Whereas modern science concerns the mathematical modeling of phenomena,
essentially a passive activity, modern engineering involves determining
operations to actively alter phenomena to effect desired changes of behavior.
It begins with a scientific (mathematical) model and applies mathematical
methods to derive a suitable intervention for the given objective. Since one
would prefer the best possible intervention, engineering inevitably becomes
optimization and, since all but very simple systems must account for
randomness, modern engineering might be defined as the study of optimal
operators on random processes. The seminal work in the birth of modern
engineering is the Wiener–Kolmogorov theory of optimal linear filtering on
stochastic processes developed in the 1930s. As Newton’s laws constitute the
gateway into modern science, the Wiener–Kolmogorov theory is the gateway
into modern engineering.
The design of optimal operators takes different forms depending on the
random process constituting the scientific model and the operator class of
interest. The operators might be linear filters, morphological filters,
controllers, classifiers, or cluster operators, each having numerous domains
of application. The underlying random process might be a random signal/image for filtering, a Markov process for control, a feature-label distribution
for classification, or a random point set for clustering. In all cases, operator
class and random process must be united in a criterion (cost function) that
characterizes the operational objective and, relative to the criterion, an
optimal operator found. For the classical Wiener filter, the model is a pair of
jointly distributed wide-sense stationary random signals, the objective is to
estimate a desired signal from an observed signal via a linear filter, and the
cost function to be minimized is the mean-square error between the filtered
observation and the desired signal.
Besides the mathematical and computational issues that arise with
classical operator optimization, especially with nonlinear operators, nonstationary
processes, and high dimensions, a more profound issue is uncertainty
in the scientific model. For instance, a long recognized problem with linear
filtering is incomplete knowledge regarding the covariance functions (or
power spectra in the case of Wiener filtering). Not only must optimization be
relative to the original cost function, be it mean-square error in linear filtering
or classification/clustering error in pattern recognition, optimization must also
take into account uncertainty in the underlying random process. Optimization
is no longer relative to a single random process but instead relative to an
uncertainty class of random processes. This means the postulation of a new
cost function integrating the original cost function with the model uncertainty.
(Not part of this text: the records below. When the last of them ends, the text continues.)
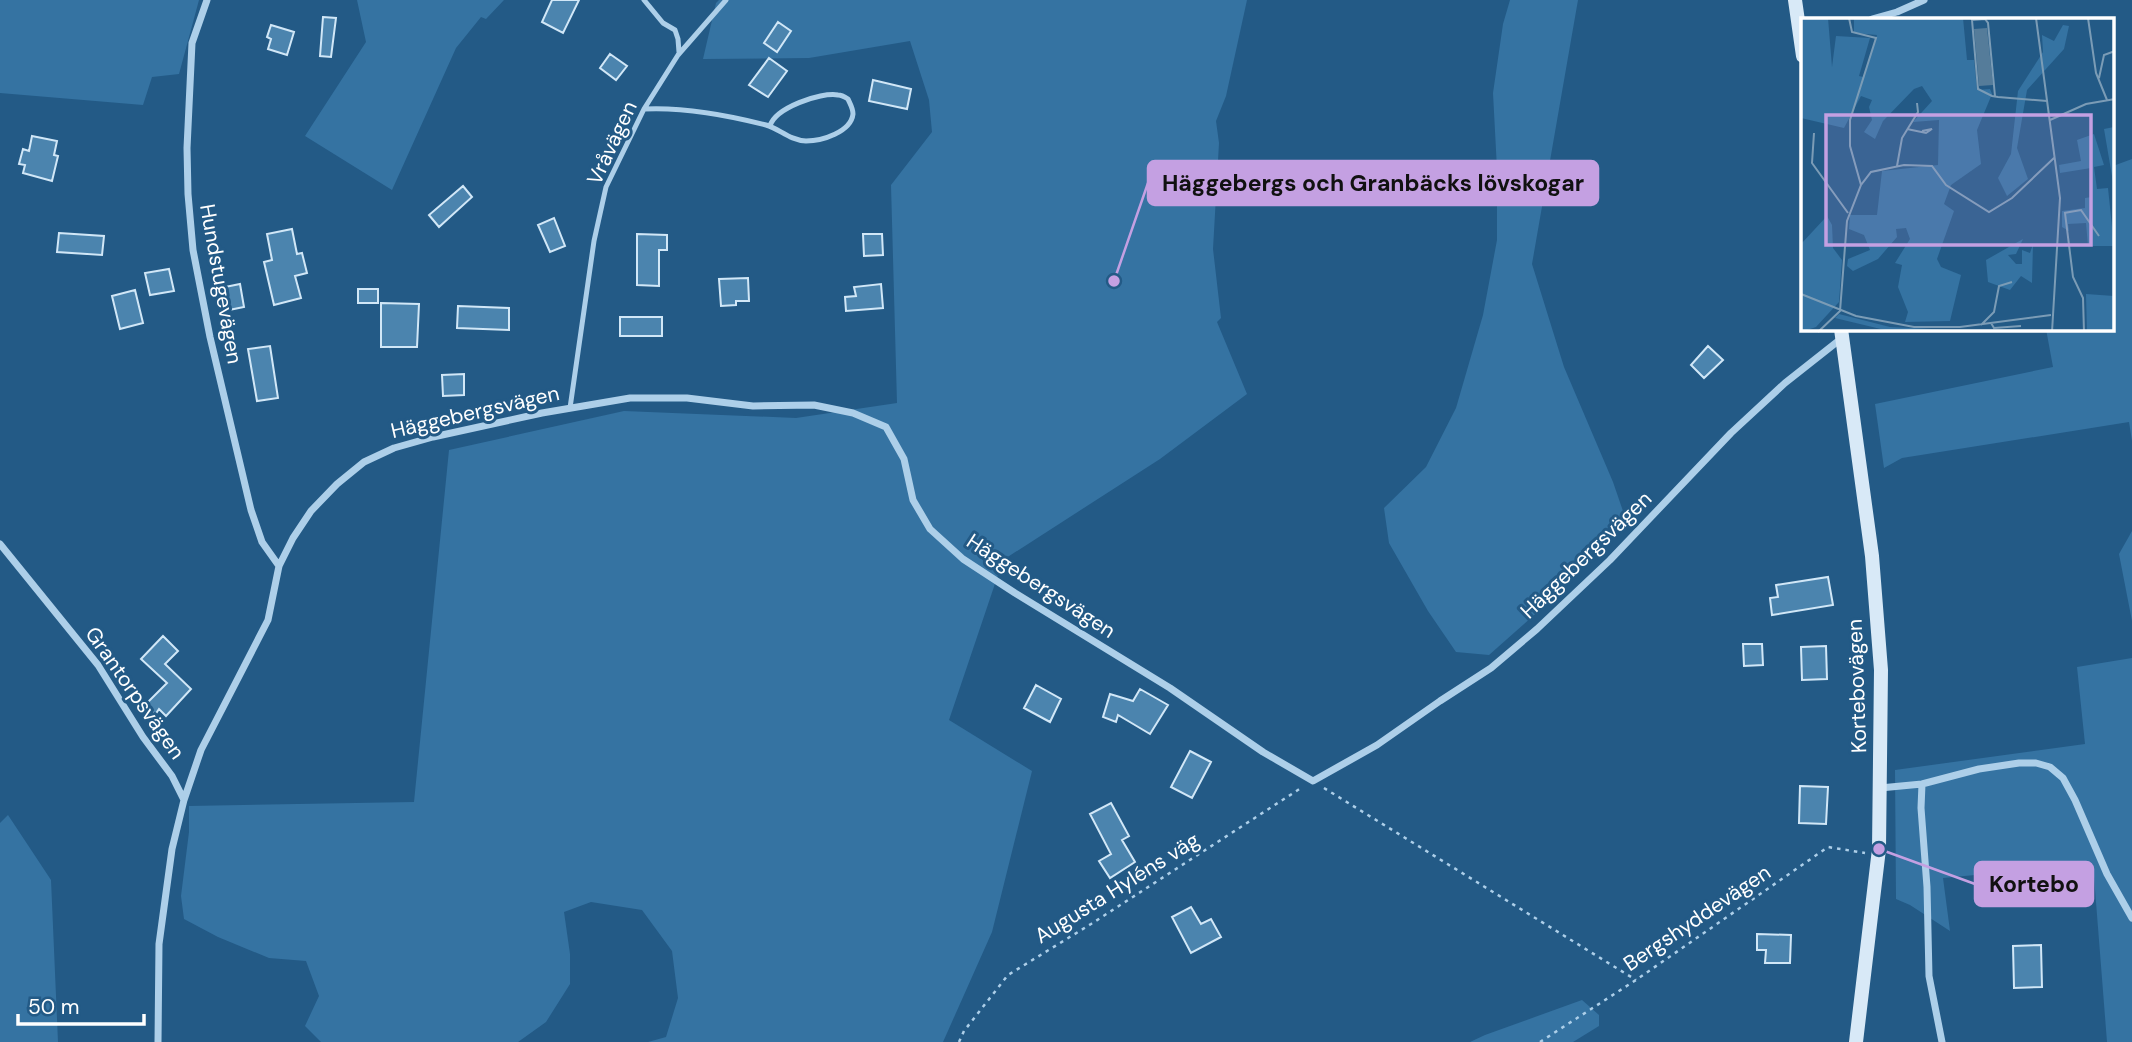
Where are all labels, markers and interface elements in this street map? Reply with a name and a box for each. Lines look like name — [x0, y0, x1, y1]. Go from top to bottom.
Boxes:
inset map — [1801, 18, 2114, 331]
street label: Vråvägen — [580, 97, 644, 189]
callout: Häggebergs och Granbäcks lövskogar — [1148, 161, 1598, 205]
text: Häggebergs och Granbäcks lövskogar — [1162, 168, 1584, 198]
street label: Hundstugevägen — [193, 202, 249, 366]
street label: Häggebergsvägen — [388, 379, 562, 445]
street label: Häggebergsvägen — [1514, 485, 1658, 625]
street label: Häggebergsvägen — [961, 527, 1121, 645]
street label: Kortebovägen — [1841, 619, 1873, 753]
street label: Grantorpsvägen — [79, 621, 191, 765]
street label: Augusta Hyléns väg — [1029, 826, 1205, 950]
street label: Bergshyddevägen — [1618, 858, 1776, 978]
callout: Kortebo — [1975, 862, 2093, 906]
text: Kortebo — [1989, 869, 2079, 899]
scale bar — [18, 982, 144, 1026]
text: 50 m — [28, 993, 79, 1021]

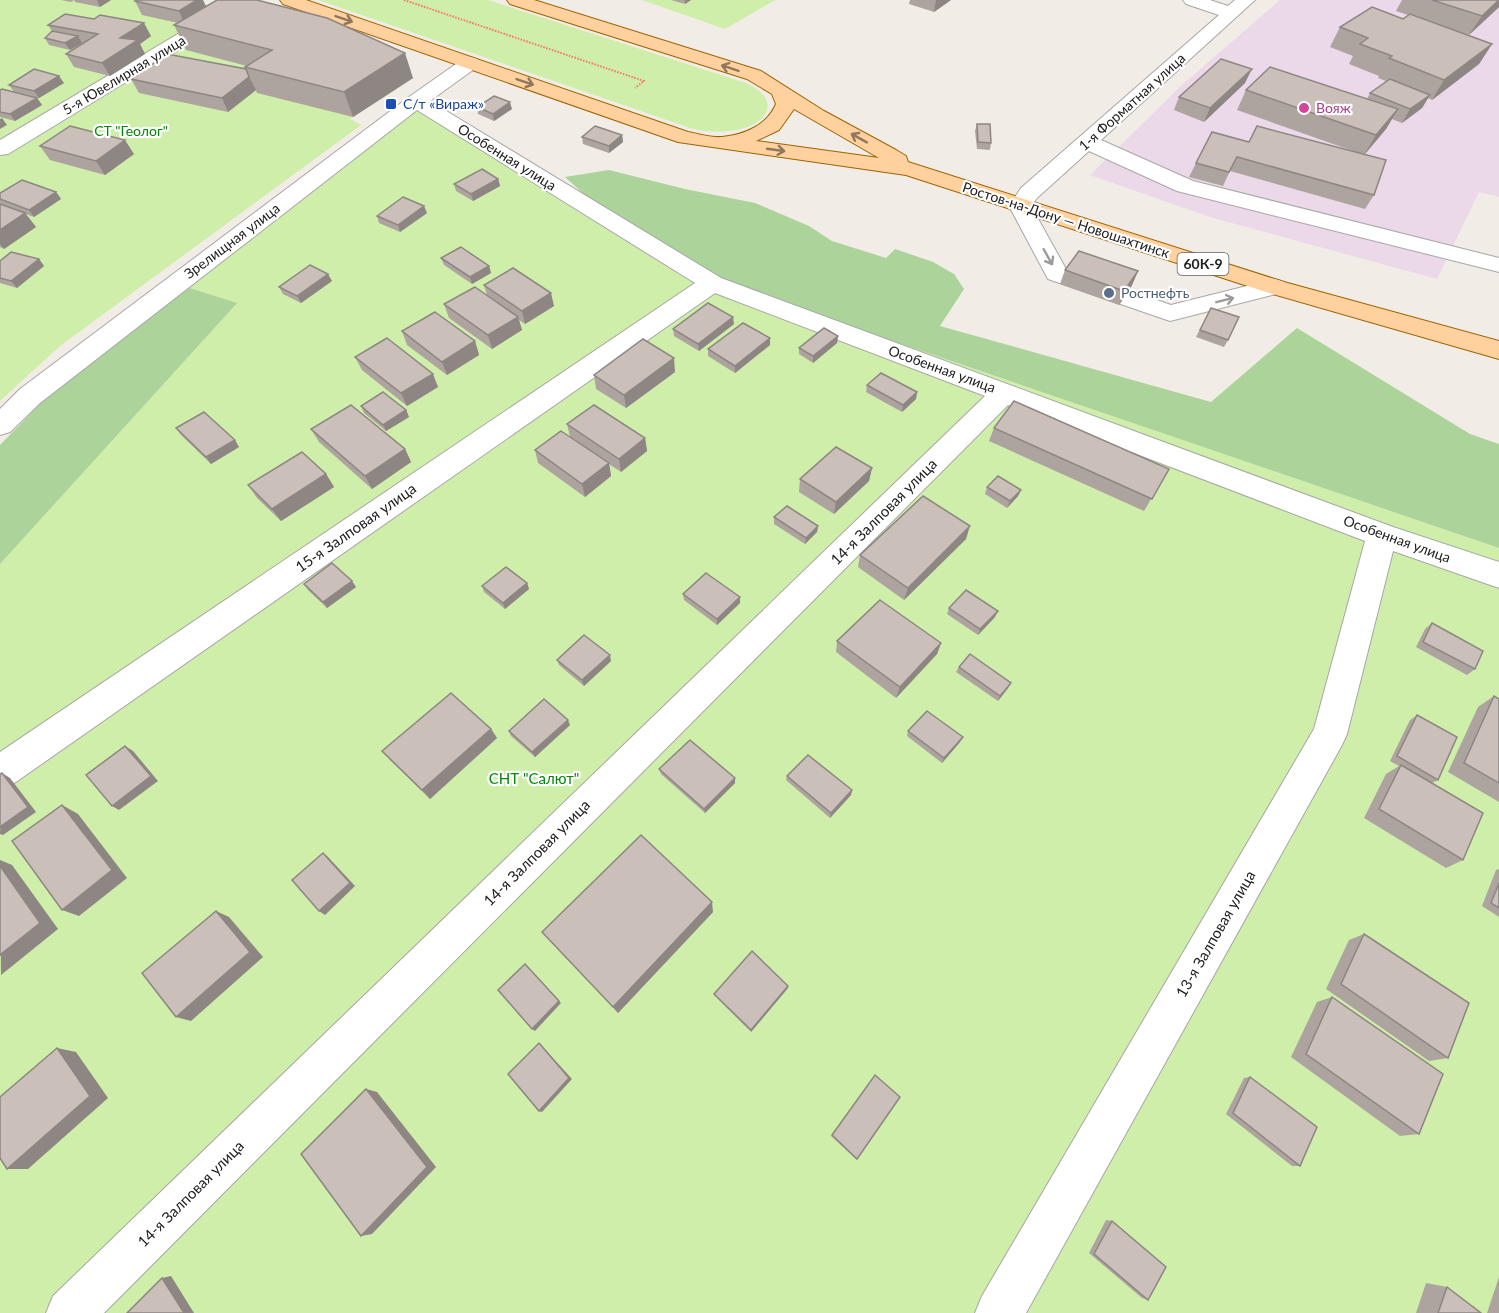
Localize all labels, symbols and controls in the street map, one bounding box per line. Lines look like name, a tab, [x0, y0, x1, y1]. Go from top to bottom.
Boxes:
one-way arrow	[335, 15, 353, 26]
street label: 5-я Ювелирная улица	[59, 31, 188, 118]
street label: 1-я Форматная улица	[1075, 49, 1189, 154]
one-way arrow	[721, 61, 740, 72]
one-way arrow	[515, 78, 534, 89]
place label: С/т «Вираж»	[403, 95, 484, 112]
marker: С/т «Вираж»	[384, 97, 398, 111]
place label: Вояж	[1316, 99, 1351, 116]
marker: Вояж	[1297, 101, 1311, 115]
street label: Особенная улица	[455, 120, 560, 194]
park label: СТ "Геолог"	[94, 122, 168, 139]
one-way arrow	[851, 132, 868, 144]
one-way arrow	[766, 144, 786, 155]
street label: Ростов-на-Дону — Новошахтинск	[960, 178, 1173, 261]
street label: Зрелищная улица	[181, 199, 283, 282]
one-way arrow	[1042, 248, 1054, 265]
road number: 60К-9	[1178, 253, 1228, 275]
place label: Ростнефть	[1121, 284, 1190, 301]
marker: Ростнефть	[1102, 286, 1116, 300]
one-way arrow	[1215, 293, 1234, 305]
street label: Особенная улица	[886, 341, 998, 396]
street label: 14-я Залповая улица	[826, 454, 940, 568]
street label: 15-я Залповая улица	[292, 479, 419, 576]
street label: Особенная улица	[1341, 511, 1453, 566]
park label: СНТ "Салют"	[489, 769, 579, 787]
street label: 14-я Залповая улица	[479, 795, 593, 909]
street label: 13-я Залповая улица	[1172, 867, 1259, 1000]
street label: 14-я Залповая улица	[133, 1136, 247, 1250]

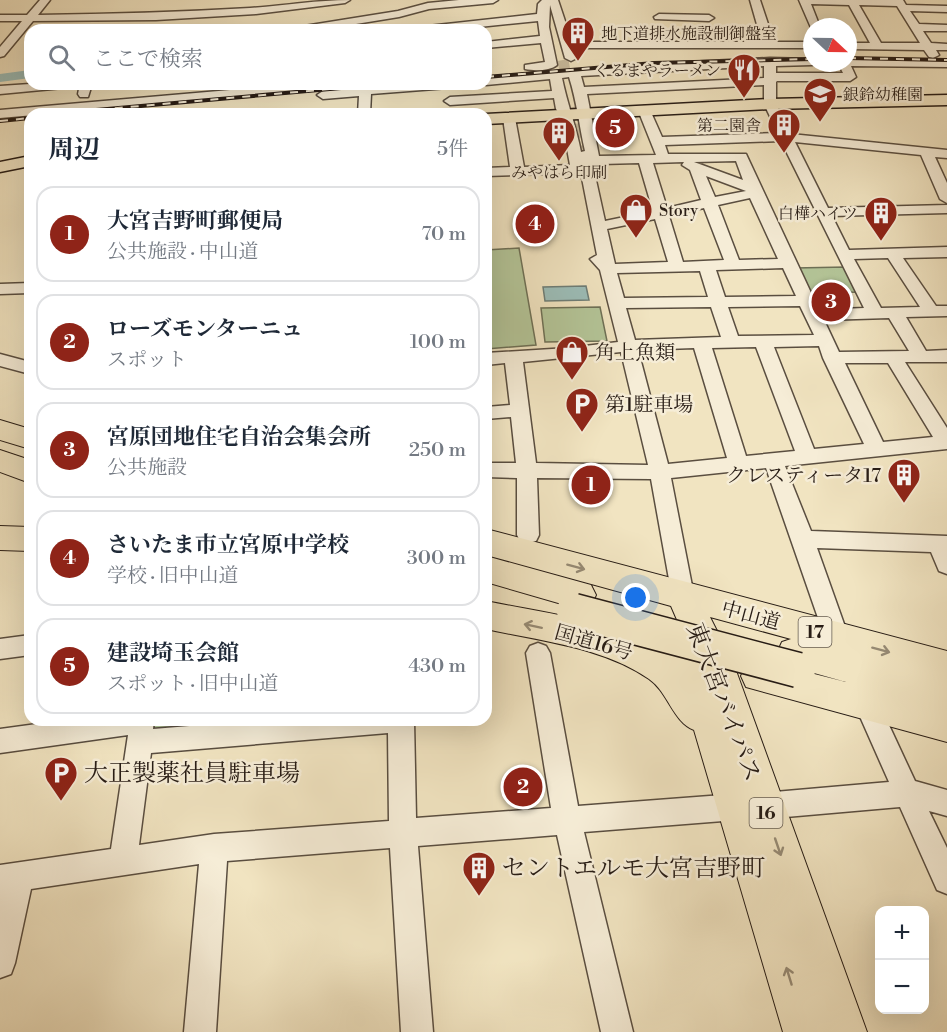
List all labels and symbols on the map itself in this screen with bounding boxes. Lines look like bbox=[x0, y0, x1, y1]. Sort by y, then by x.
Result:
building icon: 地下道排水施設制御盤室 bbox=[560, 15, 596, 62]
north arrow bbox=[803, 18, 857, 72]
place label: 地下道排水施設制御盤室 bbox=[601, 24, 777, 44]
restaurant icon: くるまやラーメン bbox=[726, 52, 762, 99]
place label: くるまやラーメン bbox=[594, 61, 721, 81]
school or university icon: 銀鈴幼稚園 bbox=[802, 76, 838, 123]
place label: 銀鈴幼稚園 bbox=[843, 85, 923, 105]
pin: 5 bbox=[596, 106, 634, 150]
building icon: 第二園舎 bbox=[766, 107, 802, 154]
building icon: みやはら印刷 bbox=[541, 115, 577, 162]
place label: 第二園舎 bbox=[697, 116, 761, 136]
place label: みやはら印刷 bbox=[511, 163, 607, 183]
shop icon: Story bbox=[618, 192, 654, 239]
building icon: 白樺ハイツ bbox=[863, 195, 899, 242]
place label: Story bbox=[659, 201, 698, 221]
pin: 4 bbox=[516, 202, 554, 246]
place label: 白樺ハイツ bbox=[778, 204, 858, 224]
pin: 3 bbox=[812, 280, 850, 324]
shop icon: 角上魚類 bbox=[554, 334, 590, 381]
place label: 角上魚類 bbox=[595, 341, 675, 366]
parking icon: 第1駐車場 bbox=[564, 386, 600, 433]
place label: 第1駐車場 bbox=[605, 393, 694, 418]
building icon: クレスティータ17 bbox=[886, 457, 922, 504]
pin: 1 bbox=[572, 462, 610, 508]
place label: クレスティータ17 bbox=[726, 464, 881, 489]
one-way arrow bbox=[567, 562, 586, 573]
your location bbox=[621, 583, 650, 612]
street label: 中山道 bbox=[718, 597, 783, 636]
road number: 17 bbox=[798, 617, 832, 647]
one-way arrow bbox=[524, 619, 543, 631]
street label: 東大宮バイパス bbox=[679, 619, 767, 786]
street label: 国道16号 bbox=[552, 620, 635, 666]
one-way arrow bbox=[871, 644, 890, 656]
parking icon: 大正製薬社員駐車場 bbox=[43, 755, 79, 802]
place label: 大正製薬社員駐車場 bbox=[84, 759, 300, 789]
pin: 2 bbox=[504, 764, 542, 810]
road number: 16 bbox=[750, 798, 783, 828]
one-way arrow bbox=[773, 837, 784, 856]
building icon: セントエルモ大宮吉野町 bbox=[461, 850, 497, 897]
place label: セントエルモ大宮吉野町 bbox=[502, 854, 765, 884]
one-way arrow bbox=[783, 967, 794, 986]

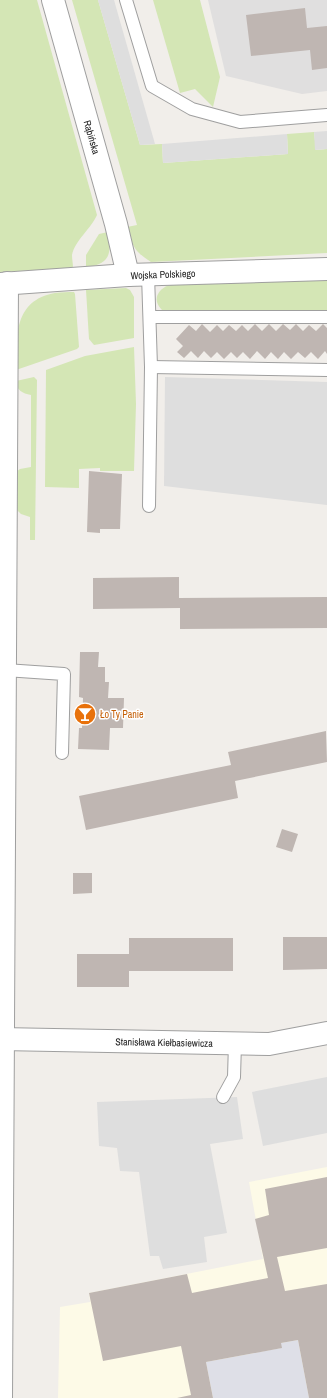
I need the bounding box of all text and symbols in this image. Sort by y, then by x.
street label: Rąbińska [80,119,103,156]
street label: Wojska Polskiego [130,267,196,282]
bar icon: Ło Ty Panie [72,701,98,727]
place label: Ło Ty Panie [100,708,144,721]
street label: Stanisława Kiełbasiewicza [115,1035,213,1050]

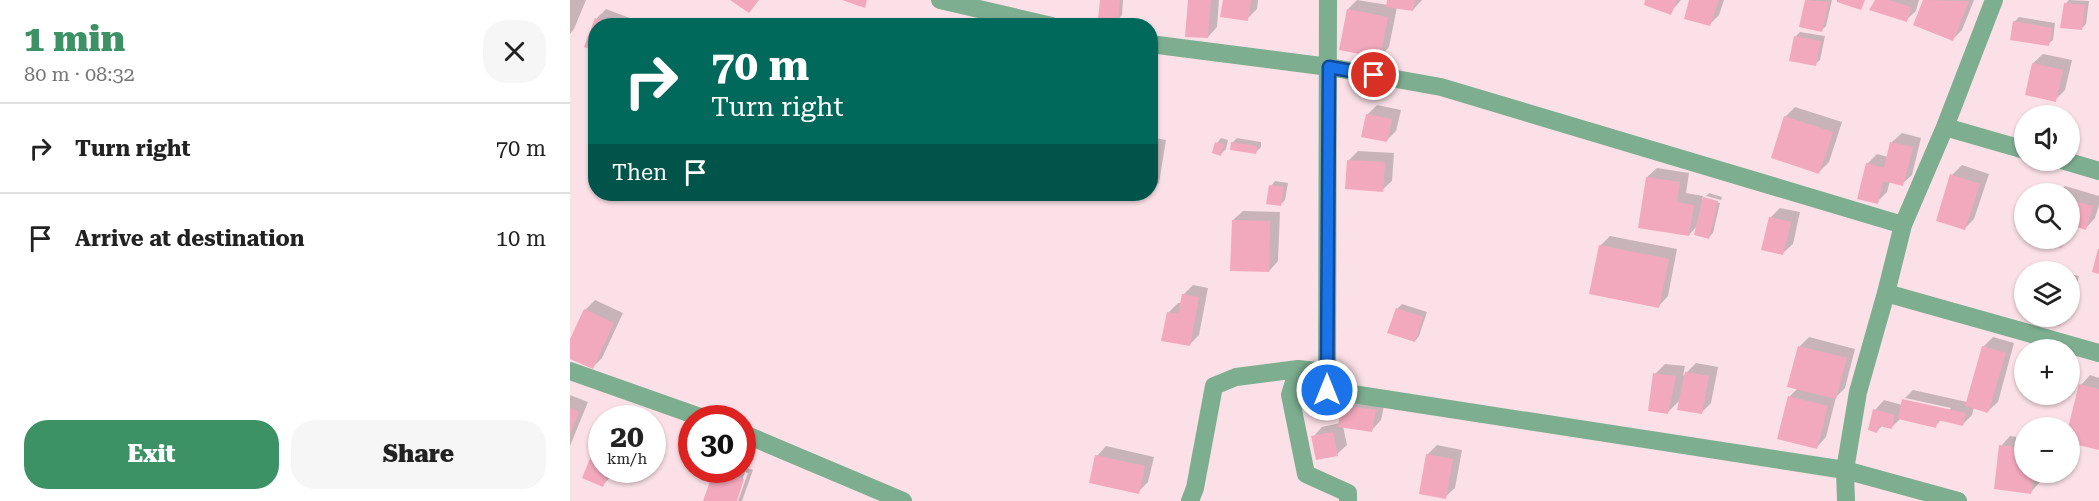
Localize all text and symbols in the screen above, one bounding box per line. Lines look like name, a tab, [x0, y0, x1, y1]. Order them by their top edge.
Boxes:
text: 1 min	[24, 18, 125, 60]
button: close	[483, 20, 546, 83]
text: 70 m	[711, 41, 809, 90]
icon: right	[612, 42, 690, 120]
pin	[1348, 49, 1399, 100]
icon: arrive	[1357, 58, 1390, 91]
text: 80 m · 08:32	[24, 62, 135, 86]
text: Turn right	[711, 91, 844, 123]
map controls	[2014, 105, 2080, 483]
button: sound	[2014, 105, 2080, 171]
icon: right	[24, 132, 57, 165]
text: Turn right	[75, 136, 190, 161]
text: 70 m	[496, 136, 546, 161]
icon: arrive	[679, 156, 712, 189]
text: Then	[612, 160, 667, 185]
button: search	[2014, 183, 2080, 249]
icon: arrive	[24, 222, 57, 255]
text: Arrive at destination	[75, 226, 304, 251]
text: 10 m	[496, 226, 546, 251]
button: layers	[2014, 261, 2080, 327]
button: +	[2014, 339, 2080, 405]
position arrow	[1295, 358, 1359, 422]
speed limit sign: 30	[678, 405, 756, 483]
button: −	[2014, 417, 2080, 483]
text: 20	[610, 419, 644, 454]
button: Exit	[24, 420, 279, 489]
button: Share	[291, 420, 546, 489]
text: km/h	[607, 450, 647, 468]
If there is a prior distribution (or posterior distribution if data are employed)
governing likelihood in the uncertainty class, then one can choose an operator
from some class of operators that minimizes the expected cost over the
uncertainty class. In the absence of a prior distribution, one might take a
minimax approach and choose an operator that minimizes the maximum cost
over the uncertainty class.
A prior (or posterior) distribution places the problem in a Bayesian
framework. A critical point, and one that will be emphasized in the text, is
that the prior distribution is not on the parameters of the operator model, but
on the unknown parameters of the scientific model. This is natural. If the
model were known with certainty, then one would optimize with respect to the
known model; if the model is uncertain, then the optimization is naturally
extended to include model uncertainty and the prior distribution should be on
that uncertainty. For instance, in the case of linear filtering the covariance
function might be uncertain, meaning that some of its parameters are
unknown, in which case the prior distribution characterizes uncertainty
relative to the unknown parameters.
A basic principle embodied in the book is to express an optimal
operator under the joint probability space formed from the joint internal and
external uncertainty in the same form as an optimal operator for a known
model by replacing the mathematical structures characterizing the standard
optimal operator with corresponding structures, called effective structures,
that incorporate model uncertainty. For instance, in Wiener filtering the
power spectra are replaced by effective power spectra, in Kalman filtering the
Kalman gain matrix is replaced by the effective Kalman gain matrix, and in
classification the class-conditional distributions are replaced by effective class-conditional
distributions.
The first three chapters of the book review those aspects of random
processes that are necessary for developing optimal operators under
uncertainty. Chapter 1 covers random functions, including the moments
and the calculus of random functions. Chapter 2 treats canonical expansions
for random functions, a topic often left uncovered in basic courses on
stochastic processes. It treats discrete expansions within the context of Hilbert
space theory for random functions, in particular, the equivalence of canonical
expansions of the random function and the covariance function entailed by
Parseval’s identity. It then goes on to treat integral canonical expansions in
the framework of generalized functions. Chapter 3 covers the basics of
classical optimal filtering: optimal finite-observation linear filtering, optimal
infinite-observation linear filtering via the Wiener–Hopf integral equation,
Wiener filtering for wide-stationary processes, recursive (Kalman) filtering via
direct-sum decomposition of the evolving observation space, and optimal
morphological filtering via granulometric bandpass filters.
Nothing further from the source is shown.